Why Class-Level is Most Valuable for Refactoring

  1. Classes are the unit of change: Most refactoring patterns (Extract Class, Move Method, Extract Interface) operate at class level
  2. Classes have semantic meaning: Unlike files, classes represent concepts
  3. Classes define responsibilities: Coupling between classes reveals responsibility boundaries
  4. OOP design principles apply: SOLID principles are class-level concerns

Graph Types

1. Dependency Graph

Shows directed dependencies between components.

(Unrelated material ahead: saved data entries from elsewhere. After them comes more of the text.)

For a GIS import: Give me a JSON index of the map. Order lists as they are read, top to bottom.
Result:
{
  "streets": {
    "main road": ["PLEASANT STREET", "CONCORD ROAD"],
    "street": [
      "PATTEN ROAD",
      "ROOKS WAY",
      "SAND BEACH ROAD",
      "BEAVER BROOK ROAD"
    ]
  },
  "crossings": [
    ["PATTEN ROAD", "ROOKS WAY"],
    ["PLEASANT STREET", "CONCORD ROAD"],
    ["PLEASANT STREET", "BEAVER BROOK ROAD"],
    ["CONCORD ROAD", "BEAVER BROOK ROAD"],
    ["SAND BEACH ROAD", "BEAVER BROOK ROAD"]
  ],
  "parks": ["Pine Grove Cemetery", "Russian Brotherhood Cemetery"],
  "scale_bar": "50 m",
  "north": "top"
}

File-Level (current implementation):

main.py ──imports──> services.py ──imports──> utils.py

Class-Level (high value for refactoring):

UserController ──uses──> UserService ──uses──> UserRepository
       │                      │
       └──uses──> AuthService─┘

Dependency Types: - imports: Module/file import - extends: Inheritance relationship - implements: Interface implementation - uses: Field type, parameter, return type - calls: Method invocation - creates: Object instantiation

2. Inheritance Tree

Shows class hierarchy relationships.

BaseEntity
├── User
│   ├── AdminUser
│   └── GuestUser
└── Product
    ├── PhysicalProduct
    └── DigitalProduct

Refactoring Signals: - Depth > 4 levels: Consider flattening with composition - Width > 10 children: Missing abstraction layer - Empty subclasses: Unnecessary inheritance - Diamond patterns: Complexity smell

3. Call Graph

Shows function/method invocation relationships.

main()
├── initialize()
│   ├── loadConfig()
│   └── connectDB()
└── processRequest()
    ├── validateInput()
    ├── executeLogic()
    │   └── queryDatabase()
    └── formatResponse()

Refactoring Signals: - High fan-in (many callers): Core function, change carefully - High fan-out (many callees): God function, consider splitting - No callers: Potentially dead code - Recursive cycles: Usually intentional

4. Package/Module Graph

Shows dependencies between packages/directories.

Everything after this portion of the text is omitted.